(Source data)
+ + + + + + +
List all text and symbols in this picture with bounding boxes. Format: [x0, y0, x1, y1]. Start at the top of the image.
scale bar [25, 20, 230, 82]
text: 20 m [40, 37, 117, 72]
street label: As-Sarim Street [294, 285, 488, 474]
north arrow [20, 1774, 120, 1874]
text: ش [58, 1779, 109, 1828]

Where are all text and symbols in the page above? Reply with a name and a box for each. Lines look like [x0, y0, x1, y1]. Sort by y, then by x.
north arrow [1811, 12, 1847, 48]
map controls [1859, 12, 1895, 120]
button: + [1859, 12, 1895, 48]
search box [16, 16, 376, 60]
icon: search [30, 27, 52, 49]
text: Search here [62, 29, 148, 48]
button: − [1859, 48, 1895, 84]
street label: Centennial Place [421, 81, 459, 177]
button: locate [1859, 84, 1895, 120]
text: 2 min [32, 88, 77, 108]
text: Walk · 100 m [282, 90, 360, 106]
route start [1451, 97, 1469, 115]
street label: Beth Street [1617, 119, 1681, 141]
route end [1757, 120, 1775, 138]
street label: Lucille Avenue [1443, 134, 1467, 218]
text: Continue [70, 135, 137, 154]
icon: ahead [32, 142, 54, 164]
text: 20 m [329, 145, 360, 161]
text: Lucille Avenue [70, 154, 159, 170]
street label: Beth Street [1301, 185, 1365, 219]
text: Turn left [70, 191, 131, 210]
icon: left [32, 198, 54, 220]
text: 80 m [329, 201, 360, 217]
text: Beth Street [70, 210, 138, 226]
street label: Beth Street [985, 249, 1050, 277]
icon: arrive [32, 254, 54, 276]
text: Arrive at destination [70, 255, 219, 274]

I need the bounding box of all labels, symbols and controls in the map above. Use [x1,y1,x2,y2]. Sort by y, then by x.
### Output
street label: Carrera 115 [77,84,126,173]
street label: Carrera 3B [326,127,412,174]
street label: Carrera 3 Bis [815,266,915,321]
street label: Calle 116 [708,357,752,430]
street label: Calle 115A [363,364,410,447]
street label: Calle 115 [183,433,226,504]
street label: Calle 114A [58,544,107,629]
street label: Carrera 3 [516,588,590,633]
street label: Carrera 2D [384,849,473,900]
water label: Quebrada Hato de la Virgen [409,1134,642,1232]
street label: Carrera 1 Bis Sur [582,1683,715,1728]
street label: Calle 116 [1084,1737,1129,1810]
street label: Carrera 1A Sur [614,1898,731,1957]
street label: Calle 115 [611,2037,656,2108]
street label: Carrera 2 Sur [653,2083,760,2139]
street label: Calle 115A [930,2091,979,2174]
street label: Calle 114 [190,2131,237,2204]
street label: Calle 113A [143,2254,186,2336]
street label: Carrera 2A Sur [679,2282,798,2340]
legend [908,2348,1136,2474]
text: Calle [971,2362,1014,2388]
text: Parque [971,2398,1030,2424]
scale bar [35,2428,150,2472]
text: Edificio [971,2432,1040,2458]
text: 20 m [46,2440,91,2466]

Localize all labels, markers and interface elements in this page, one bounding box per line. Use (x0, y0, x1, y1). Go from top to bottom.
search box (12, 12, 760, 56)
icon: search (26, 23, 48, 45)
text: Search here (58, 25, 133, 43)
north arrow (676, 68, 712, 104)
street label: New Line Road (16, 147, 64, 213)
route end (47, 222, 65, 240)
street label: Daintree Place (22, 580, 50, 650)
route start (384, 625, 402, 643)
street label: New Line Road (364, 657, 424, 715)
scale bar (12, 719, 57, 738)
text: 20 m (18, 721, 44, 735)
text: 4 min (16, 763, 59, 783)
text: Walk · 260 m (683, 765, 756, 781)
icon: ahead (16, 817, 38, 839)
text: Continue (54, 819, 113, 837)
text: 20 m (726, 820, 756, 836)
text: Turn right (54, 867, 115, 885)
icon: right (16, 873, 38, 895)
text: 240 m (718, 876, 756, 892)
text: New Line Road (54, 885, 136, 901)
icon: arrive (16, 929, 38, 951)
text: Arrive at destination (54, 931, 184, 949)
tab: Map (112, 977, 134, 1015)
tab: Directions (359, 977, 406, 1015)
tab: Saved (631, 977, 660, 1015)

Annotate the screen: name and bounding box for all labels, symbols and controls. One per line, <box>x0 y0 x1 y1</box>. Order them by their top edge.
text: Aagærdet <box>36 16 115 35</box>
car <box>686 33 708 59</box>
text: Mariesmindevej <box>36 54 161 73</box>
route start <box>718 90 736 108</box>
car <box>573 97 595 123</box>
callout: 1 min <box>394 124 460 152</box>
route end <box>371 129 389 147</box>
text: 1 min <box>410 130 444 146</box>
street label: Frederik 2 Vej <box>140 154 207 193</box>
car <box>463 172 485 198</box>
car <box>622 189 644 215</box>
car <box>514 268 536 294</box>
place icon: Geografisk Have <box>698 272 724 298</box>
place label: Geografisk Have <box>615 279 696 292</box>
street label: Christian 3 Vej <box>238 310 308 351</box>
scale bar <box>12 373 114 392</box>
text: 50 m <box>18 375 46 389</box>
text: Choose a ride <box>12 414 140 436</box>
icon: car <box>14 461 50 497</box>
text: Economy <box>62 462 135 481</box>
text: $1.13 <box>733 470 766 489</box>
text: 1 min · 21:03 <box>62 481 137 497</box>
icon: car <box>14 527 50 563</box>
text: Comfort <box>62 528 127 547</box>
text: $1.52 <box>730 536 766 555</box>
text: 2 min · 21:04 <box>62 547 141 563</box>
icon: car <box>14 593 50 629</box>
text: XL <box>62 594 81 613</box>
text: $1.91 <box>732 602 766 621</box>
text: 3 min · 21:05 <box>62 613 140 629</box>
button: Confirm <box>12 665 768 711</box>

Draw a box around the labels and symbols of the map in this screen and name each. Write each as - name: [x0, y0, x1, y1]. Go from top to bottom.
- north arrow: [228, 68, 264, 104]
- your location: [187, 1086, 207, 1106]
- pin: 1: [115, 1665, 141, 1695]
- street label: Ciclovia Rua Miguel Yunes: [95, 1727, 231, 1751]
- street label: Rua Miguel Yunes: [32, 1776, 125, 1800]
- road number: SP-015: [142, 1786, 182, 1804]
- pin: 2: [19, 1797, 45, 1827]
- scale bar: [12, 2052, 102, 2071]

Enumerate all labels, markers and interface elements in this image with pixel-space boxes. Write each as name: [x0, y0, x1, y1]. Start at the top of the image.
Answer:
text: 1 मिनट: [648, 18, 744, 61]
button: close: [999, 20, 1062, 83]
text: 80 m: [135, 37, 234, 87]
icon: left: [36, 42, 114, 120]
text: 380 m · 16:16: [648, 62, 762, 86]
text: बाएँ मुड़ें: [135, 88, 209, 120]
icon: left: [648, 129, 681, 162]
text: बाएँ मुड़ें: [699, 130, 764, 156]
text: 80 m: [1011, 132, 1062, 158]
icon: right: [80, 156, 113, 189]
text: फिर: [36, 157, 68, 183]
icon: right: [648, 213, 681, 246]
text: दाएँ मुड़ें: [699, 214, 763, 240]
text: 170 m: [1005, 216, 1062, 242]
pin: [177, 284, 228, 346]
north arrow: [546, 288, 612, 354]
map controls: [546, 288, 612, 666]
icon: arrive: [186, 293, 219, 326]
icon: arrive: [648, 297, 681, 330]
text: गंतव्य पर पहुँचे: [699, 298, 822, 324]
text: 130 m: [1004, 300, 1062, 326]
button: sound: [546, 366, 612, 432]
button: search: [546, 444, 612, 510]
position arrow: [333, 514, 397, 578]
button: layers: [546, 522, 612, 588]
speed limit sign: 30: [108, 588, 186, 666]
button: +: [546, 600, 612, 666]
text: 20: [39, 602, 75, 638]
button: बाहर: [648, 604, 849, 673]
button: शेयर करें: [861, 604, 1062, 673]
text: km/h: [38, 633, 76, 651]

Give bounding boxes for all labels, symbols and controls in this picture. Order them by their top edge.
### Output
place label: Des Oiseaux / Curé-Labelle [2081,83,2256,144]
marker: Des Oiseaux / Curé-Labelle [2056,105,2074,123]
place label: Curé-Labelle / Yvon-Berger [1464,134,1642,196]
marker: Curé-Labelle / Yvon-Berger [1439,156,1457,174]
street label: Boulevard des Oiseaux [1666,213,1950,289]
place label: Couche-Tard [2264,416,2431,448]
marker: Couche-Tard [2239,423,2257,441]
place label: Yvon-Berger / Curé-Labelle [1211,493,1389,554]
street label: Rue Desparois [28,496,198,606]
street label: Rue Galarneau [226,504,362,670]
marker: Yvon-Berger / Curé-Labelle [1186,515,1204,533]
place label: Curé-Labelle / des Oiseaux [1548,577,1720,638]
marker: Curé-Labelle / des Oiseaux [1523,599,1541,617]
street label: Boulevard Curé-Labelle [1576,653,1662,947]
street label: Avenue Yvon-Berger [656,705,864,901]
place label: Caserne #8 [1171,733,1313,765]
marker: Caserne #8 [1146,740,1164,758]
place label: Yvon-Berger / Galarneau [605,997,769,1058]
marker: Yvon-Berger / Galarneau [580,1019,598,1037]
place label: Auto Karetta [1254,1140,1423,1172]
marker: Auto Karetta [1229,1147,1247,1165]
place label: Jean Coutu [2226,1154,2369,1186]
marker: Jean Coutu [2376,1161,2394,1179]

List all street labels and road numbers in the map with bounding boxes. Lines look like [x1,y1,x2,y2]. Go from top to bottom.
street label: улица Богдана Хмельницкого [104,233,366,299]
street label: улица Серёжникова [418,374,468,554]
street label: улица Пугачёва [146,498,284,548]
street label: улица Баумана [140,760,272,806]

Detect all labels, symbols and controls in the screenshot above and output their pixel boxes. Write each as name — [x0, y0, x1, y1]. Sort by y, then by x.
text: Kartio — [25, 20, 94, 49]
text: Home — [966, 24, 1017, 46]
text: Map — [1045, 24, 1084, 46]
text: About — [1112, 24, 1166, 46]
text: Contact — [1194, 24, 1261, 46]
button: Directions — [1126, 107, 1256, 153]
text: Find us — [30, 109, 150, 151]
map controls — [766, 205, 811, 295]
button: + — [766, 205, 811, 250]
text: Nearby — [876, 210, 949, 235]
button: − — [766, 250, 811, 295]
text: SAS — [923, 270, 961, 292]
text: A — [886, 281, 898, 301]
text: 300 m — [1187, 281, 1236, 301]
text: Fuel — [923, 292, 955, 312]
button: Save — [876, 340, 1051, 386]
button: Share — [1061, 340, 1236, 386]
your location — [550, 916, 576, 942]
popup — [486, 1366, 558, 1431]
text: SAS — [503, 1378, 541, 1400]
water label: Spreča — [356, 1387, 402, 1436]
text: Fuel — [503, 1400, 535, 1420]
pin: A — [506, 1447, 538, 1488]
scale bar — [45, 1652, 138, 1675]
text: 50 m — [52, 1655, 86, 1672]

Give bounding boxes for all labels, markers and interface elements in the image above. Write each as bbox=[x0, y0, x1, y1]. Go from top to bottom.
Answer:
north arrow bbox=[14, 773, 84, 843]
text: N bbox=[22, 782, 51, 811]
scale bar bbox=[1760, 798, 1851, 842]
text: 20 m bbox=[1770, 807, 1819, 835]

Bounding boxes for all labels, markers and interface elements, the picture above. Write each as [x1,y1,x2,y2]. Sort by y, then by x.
+ + + + + + +
Give again the closing portion of the entries, from the line with "Give bounding boxes for all labels, markers" through the last line. Keep it exact and add nothing.

> Answer
Give bounding boxes for all labels, markers and interface elements in the image above. Write each as bbox=[x0, y0, x1, y1]. Go from top to bottom.
Answer:
north arrow bbox=[14, 773, 84, 843]
text: N bbox=[22, 782, 51, 811]
scale bar bbox=[1760, 798, 1851, 842]
text: 20 m bbox=[1770, 807, 1819, 835]

Bounding boxes for all labels, markers and interface elements, the picture above. Write each as [x1,y1,x2,y2]. Sort by y, then by x.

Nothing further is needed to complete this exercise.